_What the task asks:_
Given the records below, pull every line with the word "VISITÖRSGATAN" into the answer.
*** Working data ***
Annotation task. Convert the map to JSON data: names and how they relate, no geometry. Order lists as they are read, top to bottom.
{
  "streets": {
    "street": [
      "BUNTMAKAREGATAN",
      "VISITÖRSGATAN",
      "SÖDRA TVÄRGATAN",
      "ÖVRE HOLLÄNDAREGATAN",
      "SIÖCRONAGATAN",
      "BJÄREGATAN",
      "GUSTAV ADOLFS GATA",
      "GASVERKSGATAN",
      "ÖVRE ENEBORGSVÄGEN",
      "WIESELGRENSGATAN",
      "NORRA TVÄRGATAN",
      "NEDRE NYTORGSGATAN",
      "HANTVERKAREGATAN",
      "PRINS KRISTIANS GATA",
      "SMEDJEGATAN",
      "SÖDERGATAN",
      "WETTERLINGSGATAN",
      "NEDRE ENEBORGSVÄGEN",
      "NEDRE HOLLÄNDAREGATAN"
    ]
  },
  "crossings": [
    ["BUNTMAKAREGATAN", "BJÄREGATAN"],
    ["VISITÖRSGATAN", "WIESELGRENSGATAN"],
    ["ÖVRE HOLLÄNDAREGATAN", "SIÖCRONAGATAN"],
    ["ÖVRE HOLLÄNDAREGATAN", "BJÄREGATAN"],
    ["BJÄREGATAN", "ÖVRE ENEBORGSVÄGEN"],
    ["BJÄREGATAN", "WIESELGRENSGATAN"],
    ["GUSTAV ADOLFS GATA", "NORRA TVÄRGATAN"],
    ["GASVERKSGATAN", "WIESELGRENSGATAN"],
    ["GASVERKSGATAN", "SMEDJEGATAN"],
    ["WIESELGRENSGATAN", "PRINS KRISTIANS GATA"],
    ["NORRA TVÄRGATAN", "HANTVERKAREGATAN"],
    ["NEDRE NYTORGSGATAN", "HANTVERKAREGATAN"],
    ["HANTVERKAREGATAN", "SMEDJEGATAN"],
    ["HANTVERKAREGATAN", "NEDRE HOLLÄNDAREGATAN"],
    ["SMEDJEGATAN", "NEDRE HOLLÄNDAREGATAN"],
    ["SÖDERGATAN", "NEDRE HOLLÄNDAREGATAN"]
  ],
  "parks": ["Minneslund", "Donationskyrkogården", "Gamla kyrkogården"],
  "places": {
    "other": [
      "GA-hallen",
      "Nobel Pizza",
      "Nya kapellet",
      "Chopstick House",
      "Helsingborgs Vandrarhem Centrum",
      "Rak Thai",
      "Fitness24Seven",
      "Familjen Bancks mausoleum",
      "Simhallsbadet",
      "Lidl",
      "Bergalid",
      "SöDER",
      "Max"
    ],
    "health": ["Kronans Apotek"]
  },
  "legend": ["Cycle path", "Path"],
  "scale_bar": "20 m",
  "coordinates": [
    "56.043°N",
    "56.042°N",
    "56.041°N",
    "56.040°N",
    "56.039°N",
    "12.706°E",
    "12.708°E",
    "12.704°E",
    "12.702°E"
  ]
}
***
_Solution to this exercise:_
      "VISITÖRSGATAN",
    ["VISITÖRSGATAN", "WIESELGRENSGATAN"],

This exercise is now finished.